Segment Open

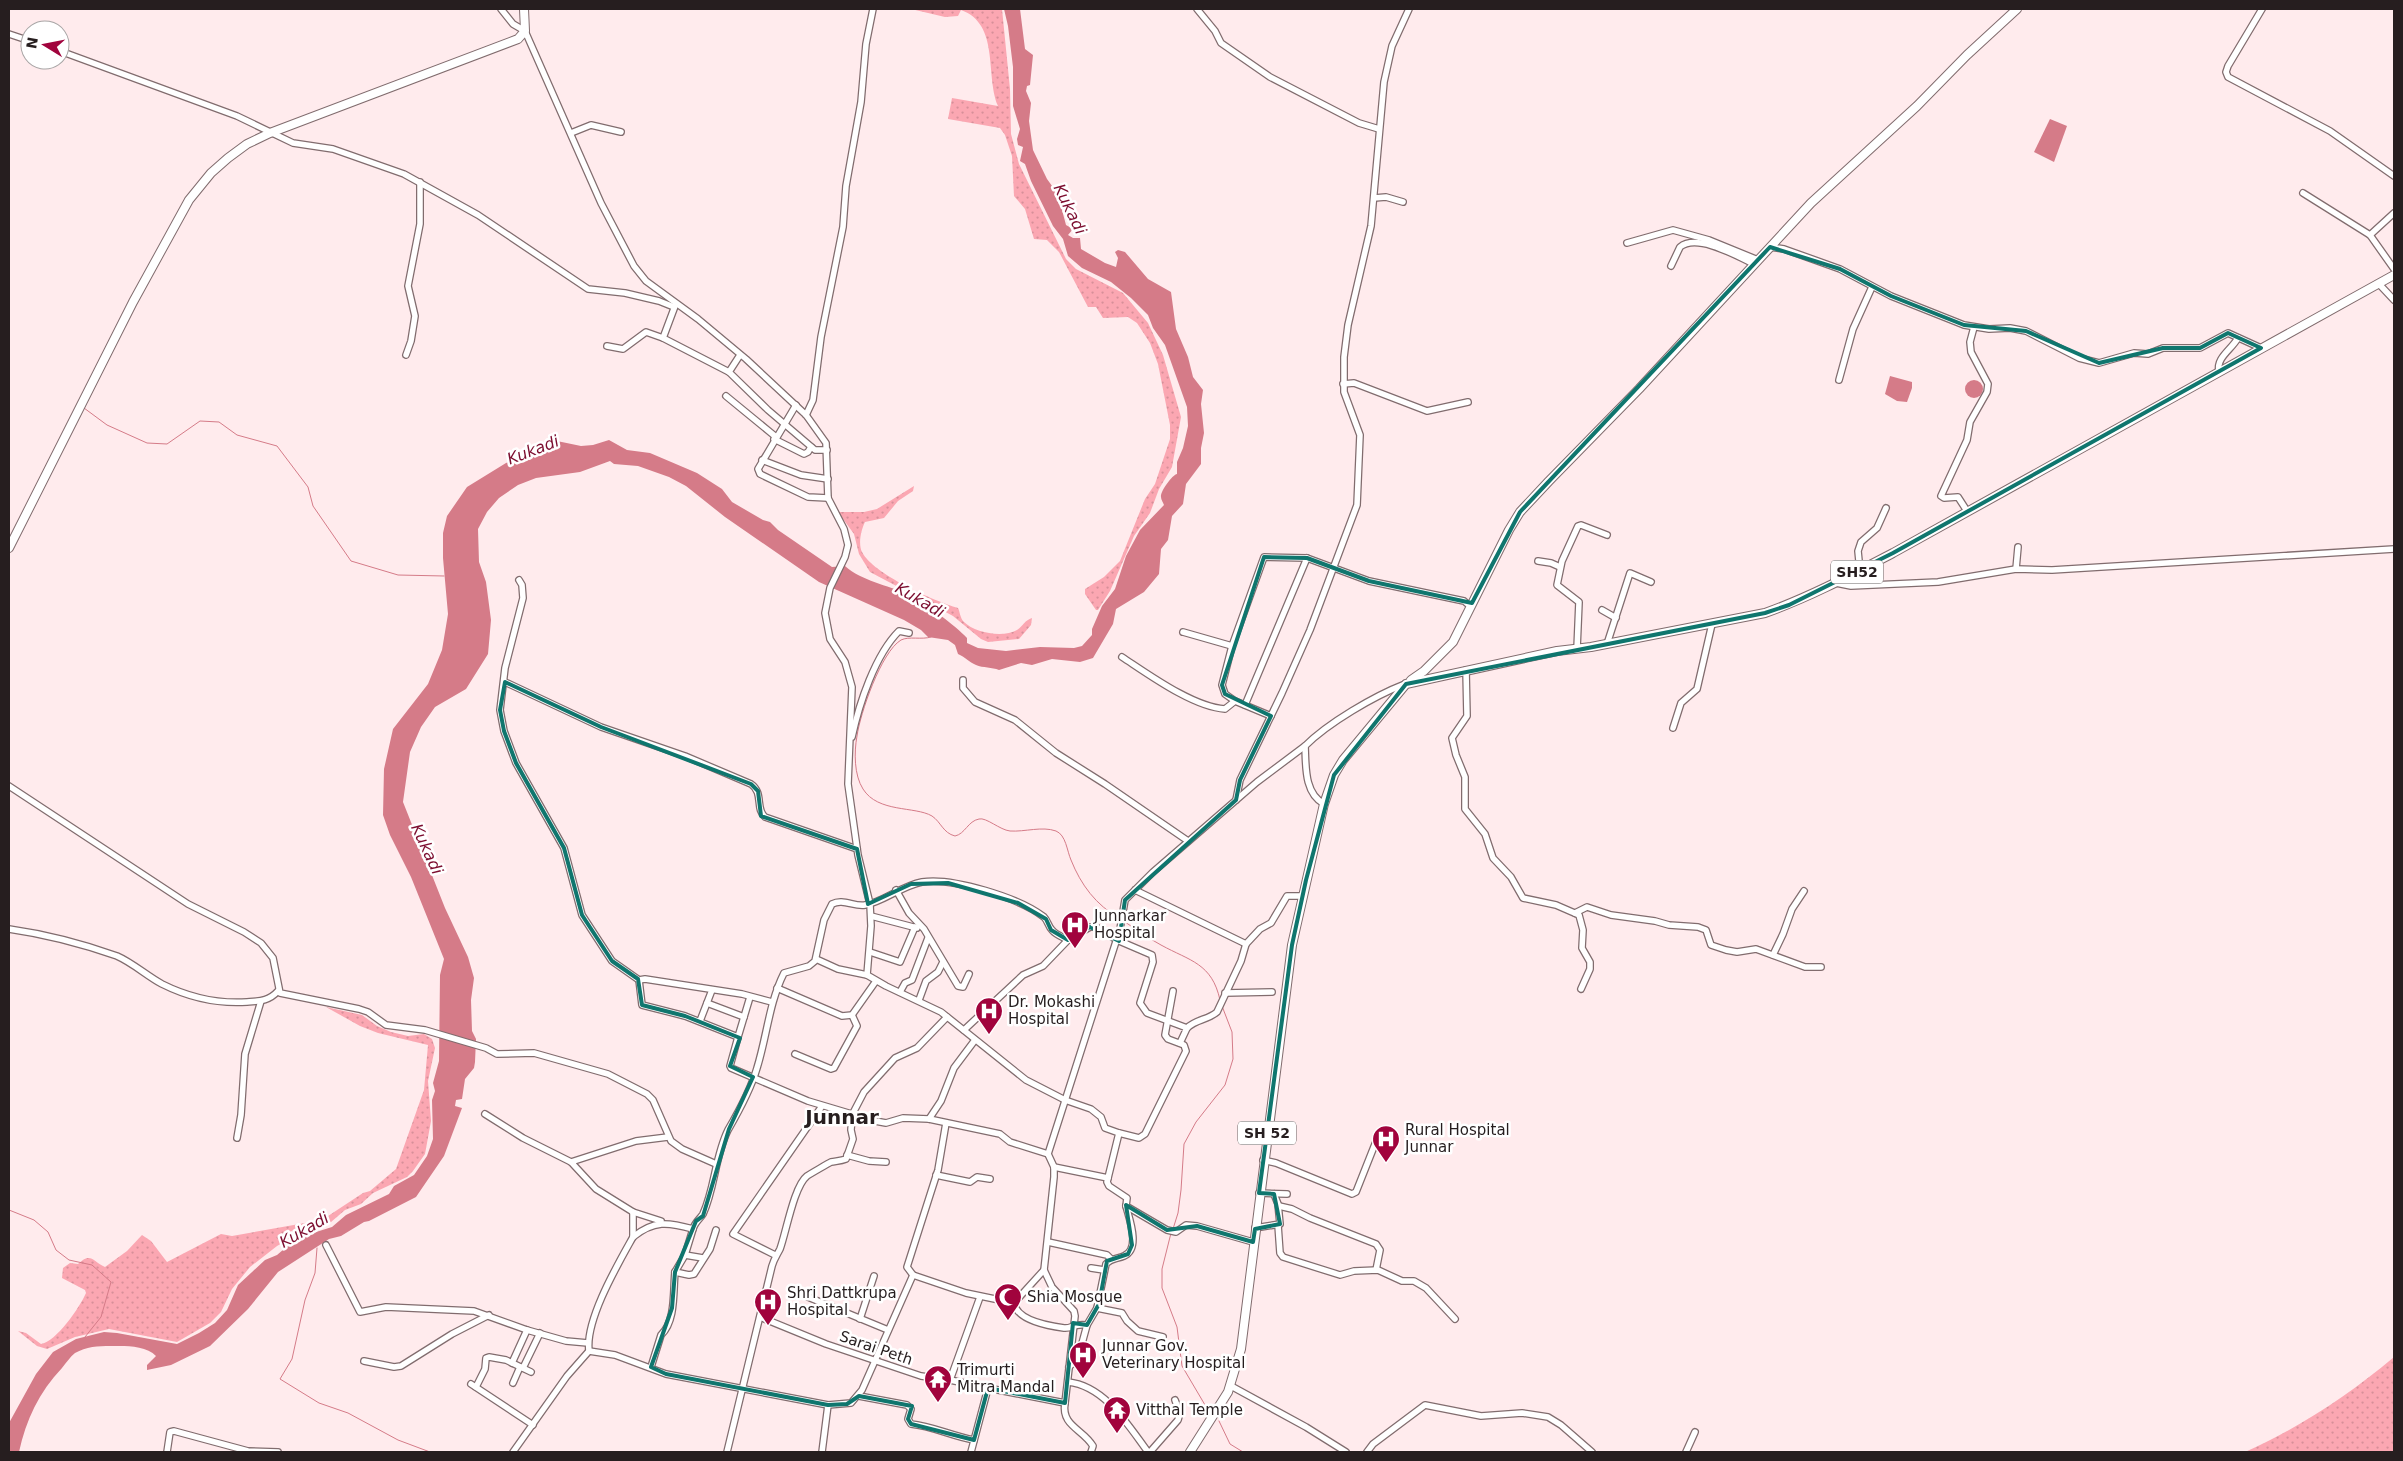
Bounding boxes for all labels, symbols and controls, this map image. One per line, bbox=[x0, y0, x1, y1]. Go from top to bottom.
north arrow bbox=[20, 20, 70, 70]
text: N bbox=[23, 36, 41, 50]
water label: Kukadi bbox=[1050, 181, 1091, 238]
water label: Kukadi bbox=[504, 431, 562, 469]
road number: SH52 bbox=[1831, 560, 1883, 584]
water label: Kukadi bbox=[892, 578, 949, 622]
water label: Kukadi bbox=[407, 821, 447, 878]
place label: Junnarkar Hospital bbox=[1093, 907, 1167, 942]
hospital icon: Junnarkar Hospital bbox=[1060, 910, 1090, 949]
place label: Dr. Mokashi Hospital bbox=[1008, 993, 1095, 1028]
hospital icon: Dr. Mokashi Hospital bbox=[974, 996, 1004, 1035]
district label: Junnar bbox=[803, 1105, 879, 1129]
place label: Rural Hospital Junnar bbox=[1404, 1121, 1510, 1156]
road number: SH 52 bbox=[1238, 1122, 1296, 1144]
hospital icon: Rural Hospital Junnar bbox=[1371, 1124, 1401, 1163]
water label: Kukadi bbox=[276, 1208, 333, 1252]
mosque icon: Shia Mosque bbox=[993, 1282, 1023, 1321]
place label: Shri Dattkrupa Hospital bbox=[787, 1284, 897, 1319]
hospital icon: Shri Dattkrupa Hospital bbox=[753, 1287, 783, 1326]
place label: Shia Mosque bbox=[1027, 1288, 1122, 1306]
street label: Sarai Peth bbox=[837, 1327, 915, 1369]
place label: Junnar Gov. Veterinary Hospital bbox=[1101, 1337, 1245, 1372]
hospital icon: Junnar Gov. Veterinary Hospital bbox=[1068, 1340, 1098, 1379]
place label: Trimurti Mitra Mandal bbox=[956, 1361, 1055, 1396]
temple icon: Trimurti Mitra Mandal bbox=[923, 1364, 953, 1403]
temple icon: Vitthal Temple bbox=[1102, 1395, 1132, 1434]
place label: Vitthal Temple bbox=[1136, 1401, 1243, 1419]

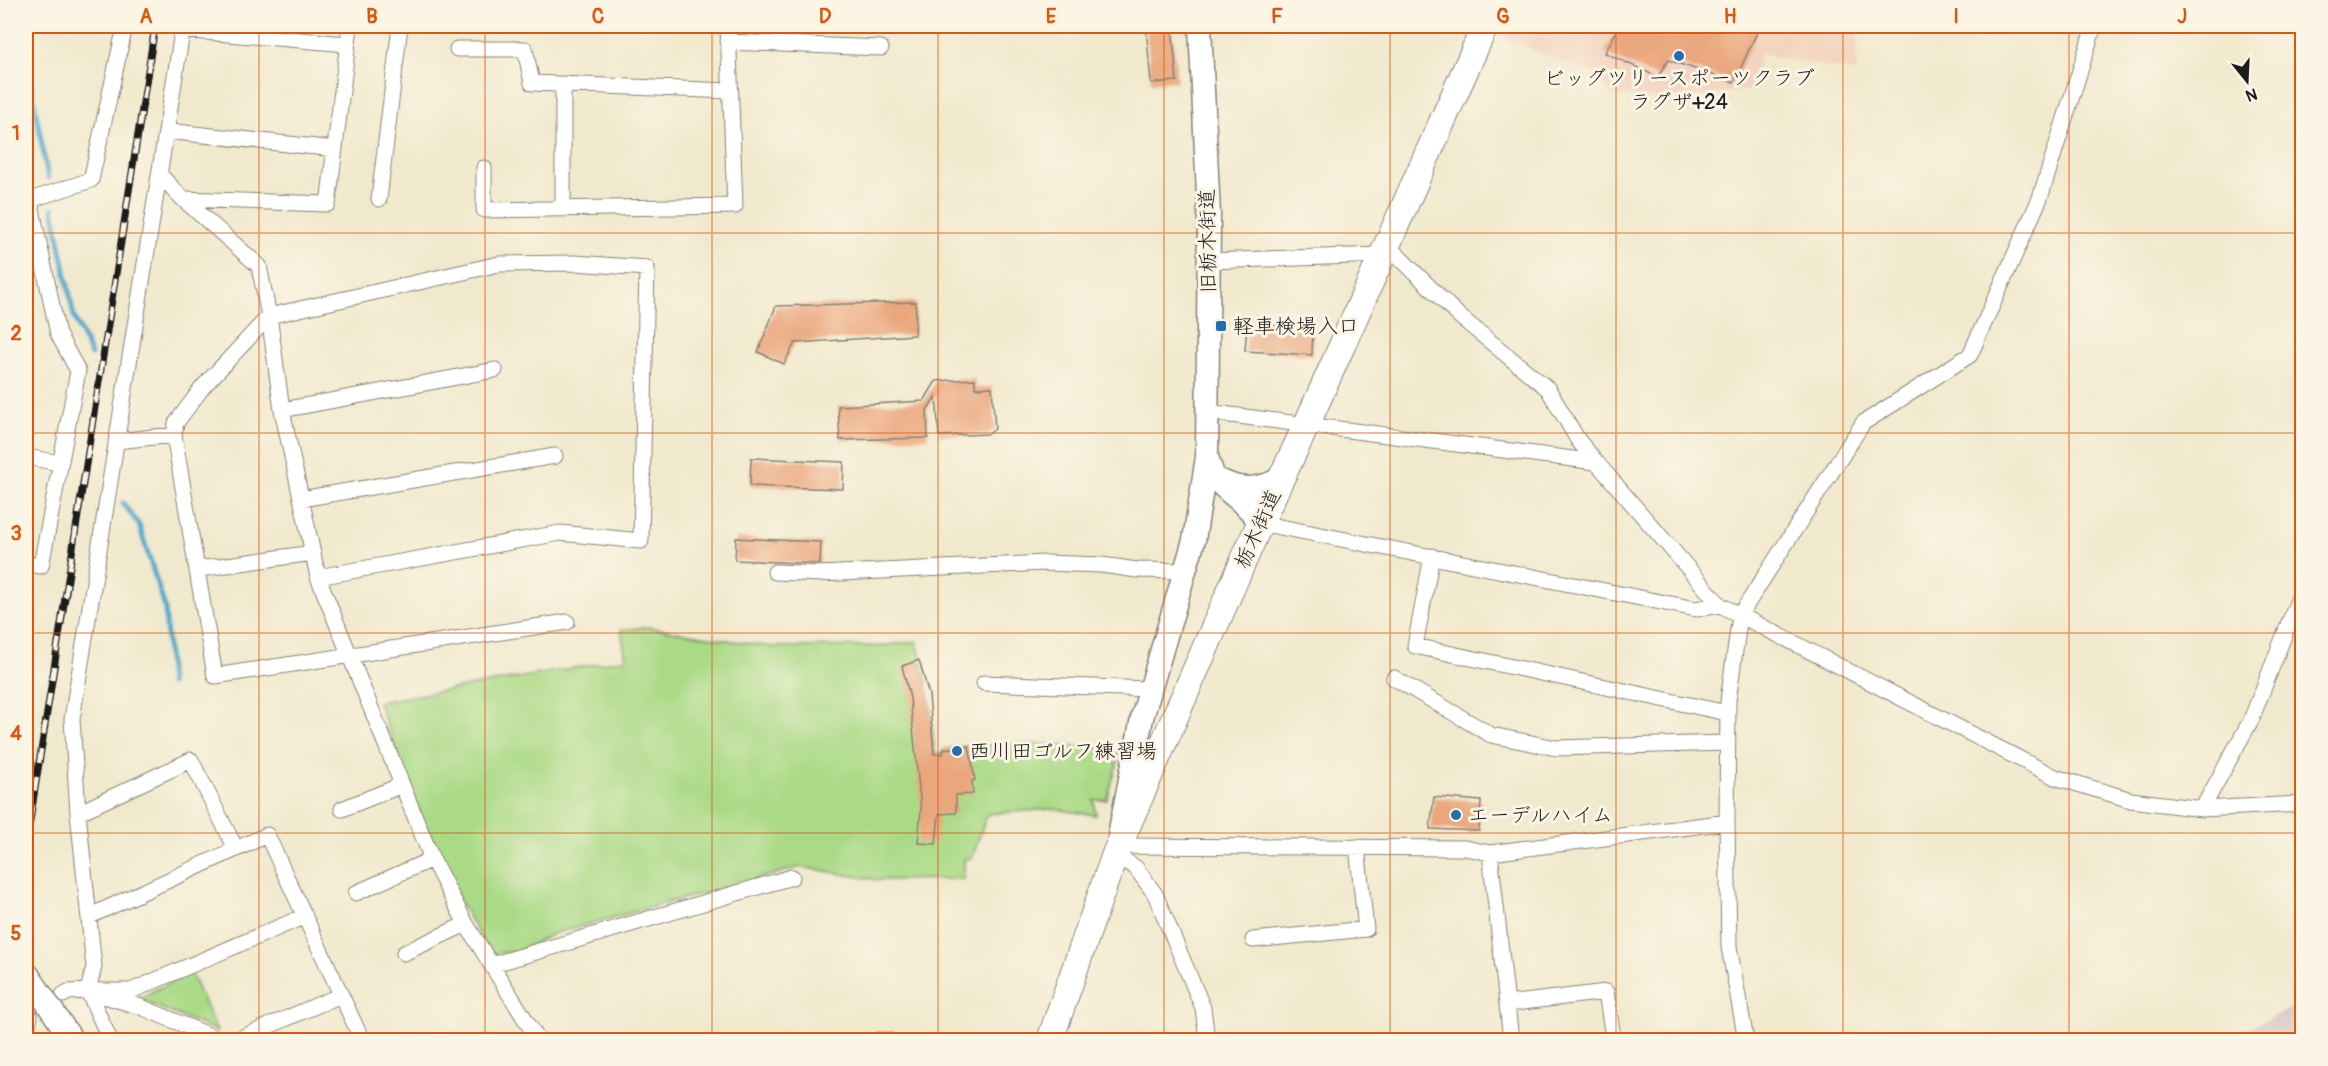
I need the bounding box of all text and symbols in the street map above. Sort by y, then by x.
text: A [140,4,153,29]
text: B [366,4,378,29]
text: C [592,4,604,29]
text: D [819,4,832,29]
text: E [1046,4,1057,29]
text: F [1271,4,1283,29]
text: G [1496,4,1510,29]
text: H [1724,4,1737,29]
text: I [1953,4,1959,29]
text: J [2177,4,2187,29]
marker: ビッグツリースポーツクラブ ラグザ+24 [1672,49,1686,63]
north arrow [2217,51,2277,111]
place label: ビッグツリースポーツクラブ ラグザ+24 [1543,65,1815,116]
text: N [2243,83,2260,106]
text: 1 [12,121,20,146]
street label: 旧栃木街道 [1194,188,1222,294]
place label: 軽車検場入口 [1233,313,1359,340]
marker: 軽車検場入口 [1214,319,1228,333]
text: 2 [10,321,22,346]
street label: 栃木街道 [1229,485,1287,573]
text: 3 [10,521,22,546]
text: 4 [10,721,22,746]
place label: 西川田ゴルフ練習場 [969,738,1157,765]
marker: 西川田ゴルフ練習場 [950,744,964,758]
place label: エーデルハイム [1468,802,1613,829]
marker: エーデルハイム [1449,808,1463,822]
text: 5 [11,921,22,946]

Segment Closed

◆ Required work: Each line of the data should be printed again exactly. Please leave pictures out.

◆ Result:
Bounding boxes for all labels, symbols and controls, this map image. One per line, bbox=[x0, y0, x1, y1]. Go from top to bottom.
north arrow bbox=[20, 20, 70, 70]
text: N bbox=[23, 36, 41, 50]
water label: Kukadi bbox=[1050, 181, 1091, 238]
water label: Kukadi bbox=[504, 431, 562, 469]
road number: SH52 bbox=[1831, 560, 1883, 584]
water label: Kukadi bbox=[892, 578, 949, 622]
water label: Kukadi bbox=[407, 821, 447, 878]
place label: Junnarkar Hospital bbox=[1093, 907, 1167, 942]
hospital icon: Junnarkar Hospital bbox=[1060, 910, 1090, 949]
place label: Dr. Mokashi Hospital bbox=[1008, 993, 1095, 1028]
hospital icon: Dr. Mokashi Hospital bbox=[974, 996, 1004, 1035]
district label: Junnar bbox=[803, 1105, 879, 1129]
place label: Rural Hospital Junnar bbox=[1404, 1121, 1510, 1156]
road number: SH 52 bbox=[1238, 1122, 1296, 1144]
hospital icon: Rural Hospital Junnar bbox=[1371, 1124, 1401, 1163]
water label: Kukadi bbox=[276, 1208, 333, 1252]
mosque icon: Shia Mosque bbox=[993, 1282, 1023, 1321]
place label: Shri Dattkrupa Hospital bbox=[787, 1284, 897, 1319]
hospital icon: Shri Dattkrupa Hospital bbox=[753, 1287, 783, 1326]
place label: Shia Mosque bbox=[1027, 1288, 1122, 1306]
street label: Sarai Peth bbox=[837, 1327, 915, 1369]
place label: Junnar Gov. Veterinary Hospital bbox=[1101, 1337, 1245, 1372]
hospital icon: Junnar Gov. Veterinary Hospital bbox=[1068, 1340, 1098, 1379]
place label: Trimurti Mitra Mandal bbox=[956, 1361, 1055, 1396]
temple icon: Trimurti Mitra Mandal bbox=[923, 1364, 953, 1403]
temple icon: Vitthal Temple bbox=[1102, 1395, 1132, 1434]
place label: Vitthal Temple bbox=[1136, 1401, 1243, 1419]

I need the bounding box of all text and symbols in the street map above. Sort by y, then by x.
text: A [140,4,153,29]
text: B [366,4,378,29]
text: C [592,4,604,29]
text: D [819,4,832,29]
text: E [1046,4,1057,29]
text: F [1271,4,1283,29]
text: G [1496,4,1510,29]
text: H [1724,4,1737,29]
text: I [1953,4,1959,29]
text: J [2177,4,2187,29]
marker: ビッグツリースポーツクラブ ラグザ+24 [1672,49,1686,63]
north arrow [2217,51,2277,111]
place label: ビッグツリースポーツクラブ ラグザ+24 [1543,65,1815,116]
text: N [2243,83,2260,106]
text: 1 [12,121,20,146]
street label: 旧栃木街道 [1194,188,1222,294]
place label: 軽車検場入口 [1233,313,1359,340]
marker: 軽車検場入口 [1214,319,1228,333]
text: 2 [10,321,22,346]
street label: 栃木街道 [1229,485,1287,573]
text: 3 [10,521,22,546]
text: 4 [10,721,22,746]
place label: 西川田ゴルフ練習場 [969,738,1157,765]
marker: 西川田ゴルフ練習場 [950,744,964,758]
place label: エーデルハイム [1468,802,1613,829]
marker: エーデルハイム [1449,808,1463,822]
text: 5 [11,921,22,946]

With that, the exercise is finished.